Could you set down exactly the lines in the records below between the line holding "Transcribe the names and structure of the picture into" and the line holding "Quick job: Give", inclusive?

> [Stored items]
>>>>>

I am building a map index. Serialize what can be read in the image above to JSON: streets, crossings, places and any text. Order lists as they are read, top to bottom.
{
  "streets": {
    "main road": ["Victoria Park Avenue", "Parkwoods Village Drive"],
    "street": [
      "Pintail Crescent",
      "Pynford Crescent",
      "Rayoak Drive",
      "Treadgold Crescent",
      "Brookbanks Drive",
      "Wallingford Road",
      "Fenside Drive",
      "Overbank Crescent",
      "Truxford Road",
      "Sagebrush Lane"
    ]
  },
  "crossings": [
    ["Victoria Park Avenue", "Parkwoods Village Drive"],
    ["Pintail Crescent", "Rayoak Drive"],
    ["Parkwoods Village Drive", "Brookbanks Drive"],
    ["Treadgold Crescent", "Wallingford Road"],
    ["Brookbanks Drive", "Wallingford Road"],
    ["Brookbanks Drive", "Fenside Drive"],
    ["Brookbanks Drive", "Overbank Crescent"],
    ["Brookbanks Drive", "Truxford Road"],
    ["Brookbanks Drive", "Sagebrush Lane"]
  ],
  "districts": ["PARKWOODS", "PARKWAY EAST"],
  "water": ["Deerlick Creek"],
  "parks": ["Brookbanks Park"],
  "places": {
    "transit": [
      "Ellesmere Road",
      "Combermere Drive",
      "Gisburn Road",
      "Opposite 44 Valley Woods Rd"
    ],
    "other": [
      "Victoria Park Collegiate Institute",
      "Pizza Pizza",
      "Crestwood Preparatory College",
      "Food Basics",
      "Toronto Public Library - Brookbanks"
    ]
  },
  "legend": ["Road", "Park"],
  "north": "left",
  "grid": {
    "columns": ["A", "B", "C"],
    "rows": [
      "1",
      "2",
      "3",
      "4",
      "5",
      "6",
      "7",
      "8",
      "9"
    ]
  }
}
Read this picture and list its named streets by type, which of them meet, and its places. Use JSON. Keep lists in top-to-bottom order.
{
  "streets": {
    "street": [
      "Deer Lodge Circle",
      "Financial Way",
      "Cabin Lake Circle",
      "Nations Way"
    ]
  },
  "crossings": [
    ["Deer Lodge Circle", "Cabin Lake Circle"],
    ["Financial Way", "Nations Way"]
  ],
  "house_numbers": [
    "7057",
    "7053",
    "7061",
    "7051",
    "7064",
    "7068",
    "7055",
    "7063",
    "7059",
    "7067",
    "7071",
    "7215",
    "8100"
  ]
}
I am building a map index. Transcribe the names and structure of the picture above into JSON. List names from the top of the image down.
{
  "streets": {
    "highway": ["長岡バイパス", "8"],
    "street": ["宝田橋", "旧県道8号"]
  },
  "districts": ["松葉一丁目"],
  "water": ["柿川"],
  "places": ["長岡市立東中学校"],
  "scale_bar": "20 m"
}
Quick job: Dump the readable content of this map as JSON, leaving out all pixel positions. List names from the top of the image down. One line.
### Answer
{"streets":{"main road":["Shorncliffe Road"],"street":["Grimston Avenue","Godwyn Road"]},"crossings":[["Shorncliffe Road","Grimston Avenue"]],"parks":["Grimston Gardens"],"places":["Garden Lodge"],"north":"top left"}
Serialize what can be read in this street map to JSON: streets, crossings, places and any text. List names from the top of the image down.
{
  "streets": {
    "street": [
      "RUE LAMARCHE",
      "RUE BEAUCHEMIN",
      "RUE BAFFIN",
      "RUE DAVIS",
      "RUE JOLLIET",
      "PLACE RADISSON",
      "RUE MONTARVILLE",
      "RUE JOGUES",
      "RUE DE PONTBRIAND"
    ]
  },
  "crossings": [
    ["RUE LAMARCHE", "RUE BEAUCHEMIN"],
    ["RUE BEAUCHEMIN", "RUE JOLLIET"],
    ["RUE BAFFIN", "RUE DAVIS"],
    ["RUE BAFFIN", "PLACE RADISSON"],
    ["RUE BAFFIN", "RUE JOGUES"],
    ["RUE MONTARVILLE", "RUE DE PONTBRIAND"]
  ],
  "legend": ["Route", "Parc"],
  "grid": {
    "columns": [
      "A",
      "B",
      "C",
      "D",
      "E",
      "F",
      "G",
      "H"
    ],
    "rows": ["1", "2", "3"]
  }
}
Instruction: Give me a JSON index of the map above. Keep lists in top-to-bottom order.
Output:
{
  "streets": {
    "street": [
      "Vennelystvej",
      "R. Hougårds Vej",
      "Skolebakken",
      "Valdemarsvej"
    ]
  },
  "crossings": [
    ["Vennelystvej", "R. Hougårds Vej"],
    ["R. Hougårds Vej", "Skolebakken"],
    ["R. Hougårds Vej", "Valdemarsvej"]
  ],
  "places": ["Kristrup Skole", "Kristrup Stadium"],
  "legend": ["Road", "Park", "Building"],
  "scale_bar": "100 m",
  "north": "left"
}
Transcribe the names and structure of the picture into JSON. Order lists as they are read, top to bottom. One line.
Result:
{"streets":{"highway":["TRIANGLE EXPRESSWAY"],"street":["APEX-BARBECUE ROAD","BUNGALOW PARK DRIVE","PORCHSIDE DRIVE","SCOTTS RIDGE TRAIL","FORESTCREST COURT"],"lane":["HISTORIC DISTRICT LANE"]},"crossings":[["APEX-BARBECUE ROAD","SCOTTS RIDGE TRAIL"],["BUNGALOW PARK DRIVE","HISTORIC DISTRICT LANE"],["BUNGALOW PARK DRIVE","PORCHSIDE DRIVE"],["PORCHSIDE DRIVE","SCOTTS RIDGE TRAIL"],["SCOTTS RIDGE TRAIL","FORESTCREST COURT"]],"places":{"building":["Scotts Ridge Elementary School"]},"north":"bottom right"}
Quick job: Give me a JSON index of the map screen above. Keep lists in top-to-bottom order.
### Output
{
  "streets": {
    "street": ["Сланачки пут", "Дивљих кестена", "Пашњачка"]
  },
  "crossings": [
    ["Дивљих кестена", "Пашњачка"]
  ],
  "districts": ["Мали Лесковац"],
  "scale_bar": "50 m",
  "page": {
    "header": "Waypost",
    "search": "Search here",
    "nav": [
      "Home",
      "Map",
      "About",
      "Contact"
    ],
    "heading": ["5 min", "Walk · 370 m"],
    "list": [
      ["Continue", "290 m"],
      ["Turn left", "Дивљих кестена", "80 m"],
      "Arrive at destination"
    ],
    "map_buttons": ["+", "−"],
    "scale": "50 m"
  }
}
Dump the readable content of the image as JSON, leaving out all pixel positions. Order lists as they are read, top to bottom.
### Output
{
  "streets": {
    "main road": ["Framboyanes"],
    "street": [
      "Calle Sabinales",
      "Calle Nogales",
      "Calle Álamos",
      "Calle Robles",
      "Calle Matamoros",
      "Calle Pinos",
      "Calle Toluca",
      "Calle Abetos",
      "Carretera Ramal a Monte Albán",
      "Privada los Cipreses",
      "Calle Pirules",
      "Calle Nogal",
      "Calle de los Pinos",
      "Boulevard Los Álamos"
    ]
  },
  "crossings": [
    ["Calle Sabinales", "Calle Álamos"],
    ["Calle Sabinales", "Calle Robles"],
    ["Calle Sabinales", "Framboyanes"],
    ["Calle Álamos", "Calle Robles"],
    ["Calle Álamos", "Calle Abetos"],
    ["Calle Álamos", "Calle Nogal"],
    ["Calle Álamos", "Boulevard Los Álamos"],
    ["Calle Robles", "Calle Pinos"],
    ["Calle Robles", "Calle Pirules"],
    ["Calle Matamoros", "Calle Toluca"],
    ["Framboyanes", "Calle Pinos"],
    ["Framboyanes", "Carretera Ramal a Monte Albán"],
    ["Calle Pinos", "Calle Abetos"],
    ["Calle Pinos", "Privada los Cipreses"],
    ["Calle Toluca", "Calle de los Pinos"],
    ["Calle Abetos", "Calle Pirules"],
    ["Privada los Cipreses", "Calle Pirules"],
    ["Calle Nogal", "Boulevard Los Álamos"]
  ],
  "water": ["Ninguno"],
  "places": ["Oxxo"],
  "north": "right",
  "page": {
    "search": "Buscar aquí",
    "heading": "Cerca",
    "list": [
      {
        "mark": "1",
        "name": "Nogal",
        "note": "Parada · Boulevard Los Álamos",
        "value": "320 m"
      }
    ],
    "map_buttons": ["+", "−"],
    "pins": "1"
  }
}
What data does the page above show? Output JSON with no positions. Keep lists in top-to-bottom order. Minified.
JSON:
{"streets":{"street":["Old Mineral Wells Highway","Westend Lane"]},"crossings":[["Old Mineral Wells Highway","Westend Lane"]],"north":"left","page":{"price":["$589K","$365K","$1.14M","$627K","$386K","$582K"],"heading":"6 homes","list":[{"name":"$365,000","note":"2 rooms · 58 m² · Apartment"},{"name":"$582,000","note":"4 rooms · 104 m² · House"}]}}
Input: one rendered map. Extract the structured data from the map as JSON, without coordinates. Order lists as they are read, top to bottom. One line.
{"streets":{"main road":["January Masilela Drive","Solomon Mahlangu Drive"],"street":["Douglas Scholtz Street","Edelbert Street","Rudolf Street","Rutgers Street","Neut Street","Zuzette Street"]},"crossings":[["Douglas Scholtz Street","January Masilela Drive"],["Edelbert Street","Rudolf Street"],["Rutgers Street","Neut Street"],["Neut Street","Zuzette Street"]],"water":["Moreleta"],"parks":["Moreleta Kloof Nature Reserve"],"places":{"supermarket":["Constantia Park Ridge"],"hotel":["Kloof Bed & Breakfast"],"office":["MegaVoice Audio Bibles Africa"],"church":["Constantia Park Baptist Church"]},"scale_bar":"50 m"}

<<<<<

> [FINAL ANSWER]
Transcribe the names and structure of the picture into JSON. Order lists as they are read, top to bottom. One line.
Result:
{"streets":{"highway":["TRIANGLE EXPRESSWAY"],"street":["APEX-BARBECUE ROAD","BUNGALOW PARK DRIVE","PORCHSIDE DRIVE","SCOTTS RIDGE TRAIL","FORESTCREST COURT"],"lane":["HISTORIC DISTRICT LANE"]},"crossings":[["APEX-BARBECUE ROAD","SCOTTS RIDGE TRAIL"],["BUNGALOW PARK DRIVE","HISTORIC DISTRICT LANE"],["BUNGALOW PARK DRIVE","PORCHSIDE DRIVE"],["PORCHSIDE DRIVE","SCOTTS RIDGE TRAIL"],["SCOTTS RIDGE TRAIL","FORESTCREST COURT"]],"places":{"building":["Scotts Ridge Elementary School"]},"north":"bottom right"}
Quick job: Give me a JSON index of the map screen above. Keep lists in top-to-bottom order.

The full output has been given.